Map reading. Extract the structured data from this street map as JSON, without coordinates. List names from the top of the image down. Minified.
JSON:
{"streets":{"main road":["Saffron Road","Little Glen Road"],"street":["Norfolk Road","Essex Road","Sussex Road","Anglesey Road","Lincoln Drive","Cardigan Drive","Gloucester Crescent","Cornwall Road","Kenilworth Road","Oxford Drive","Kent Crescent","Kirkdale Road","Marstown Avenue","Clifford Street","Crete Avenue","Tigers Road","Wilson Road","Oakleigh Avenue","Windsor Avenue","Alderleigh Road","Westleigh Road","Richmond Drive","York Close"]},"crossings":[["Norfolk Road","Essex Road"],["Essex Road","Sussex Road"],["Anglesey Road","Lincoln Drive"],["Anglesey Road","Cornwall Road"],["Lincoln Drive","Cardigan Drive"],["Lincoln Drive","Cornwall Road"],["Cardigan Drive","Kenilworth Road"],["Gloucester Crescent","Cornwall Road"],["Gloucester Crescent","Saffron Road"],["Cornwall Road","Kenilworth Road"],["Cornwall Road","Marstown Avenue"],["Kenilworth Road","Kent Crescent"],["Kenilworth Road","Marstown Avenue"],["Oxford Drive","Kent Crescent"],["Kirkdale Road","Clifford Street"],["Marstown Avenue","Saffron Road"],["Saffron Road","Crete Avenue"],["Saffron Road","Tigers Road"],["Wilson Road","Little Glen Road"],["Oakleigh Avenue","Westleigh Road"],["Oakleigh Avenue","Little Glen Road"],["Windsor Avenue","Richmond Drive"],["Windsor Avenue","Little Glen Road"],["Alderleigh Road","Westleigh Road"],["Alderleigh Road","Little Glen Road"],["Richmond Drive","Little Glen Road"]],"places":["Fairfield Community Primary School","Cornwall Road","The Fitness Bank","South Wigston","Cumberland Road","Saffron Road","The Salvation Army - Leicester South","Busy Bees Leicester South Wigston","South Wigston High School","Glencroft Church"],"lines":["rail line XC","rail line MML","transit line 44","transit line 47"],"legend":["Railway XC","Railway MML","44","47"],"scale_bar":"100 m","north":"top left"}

Your objective:
Set down the full listing a second time, exactly as given.

Exercise output:
Map reading. Extract the structured data from this street map as JSON, without coordinates. List names from the top of the image down. Minified.
JSON:
{"streets":{"main road":["Saffron Road","Little Glen Road"],"street":["Norfolk Road","Essex Road","Sussex Road","Anglesey Road","Lincoln Drive","Cardigan Drive","Gloucester Crescent","Cornwall Road","Kenilworth Road","Oxford Drive","Kent Crescent","Kirkdale Road","Marstown Avenue","Clifford Street","Crete Avenue","Tigers Road","Wilson Road","Oakleigh Avenue","Windsor Avenue","Alderleigh Road","Westleigh Road","Richmond Drive","York Close"]},"crossings":[["Norfolk Road","Essex Road"],["Essex Road","Sussex Road"],["Anglesey Road","Lincoln Drive"],["Anglesey Road","Cornwall Road"],["Lincoln Drive","Cardigan Drive"],["Lincoln Drive","Cornwall Road"],["Cardigan Drive","Kenilworth Road"],["Gloucester Crescent","Cornwall Road"],["Gloucester Crescent","Saffron Road"],["Cornwall Road","Kenilworth Road"],["Cornwall Road","Marstown Avenue"],["Kenilworth Road","Kent Crescent"],["Kenilworth Road","Marstown Avenue"],["Oxford Drive","Kent Crescent"],["Kirkdale Road","Clifford Street"],["Marstown Avenue","Saffron Road"],["Saffron Road","Crete Avenue"],["Saffron Road","Tigers Road"],["Wilson Road","Little Glen Road"],["Oakleigh Avenue","Westleigh Road"],["Oakleigh Avenue","Little Glen Road"],["Windsor Avenue","Richmond Drive"],["Windsor Avenue","Little Glen Road"],["Alderleigh Road","Westleigh Road"],["Alderleigh Road","Little Glen Road"],["Richmond Drive","Little Glen Road"]],"places":["Fairfield Community Primary School","Cornwall Road","The Fitness Bank","South Wigston","Cumberland Road","Saffron Road","The Salvation Army - Leicester South","Busy Bees Leicester South Wigston","South Wigston High School","Glencroft Church"],"lines":["rail line XC","rail line MML","transit line 44","transit line 47"],"legend":["Railway XC","Railway MML","44","47"],"scale_bar":"100 m","north":"top left"}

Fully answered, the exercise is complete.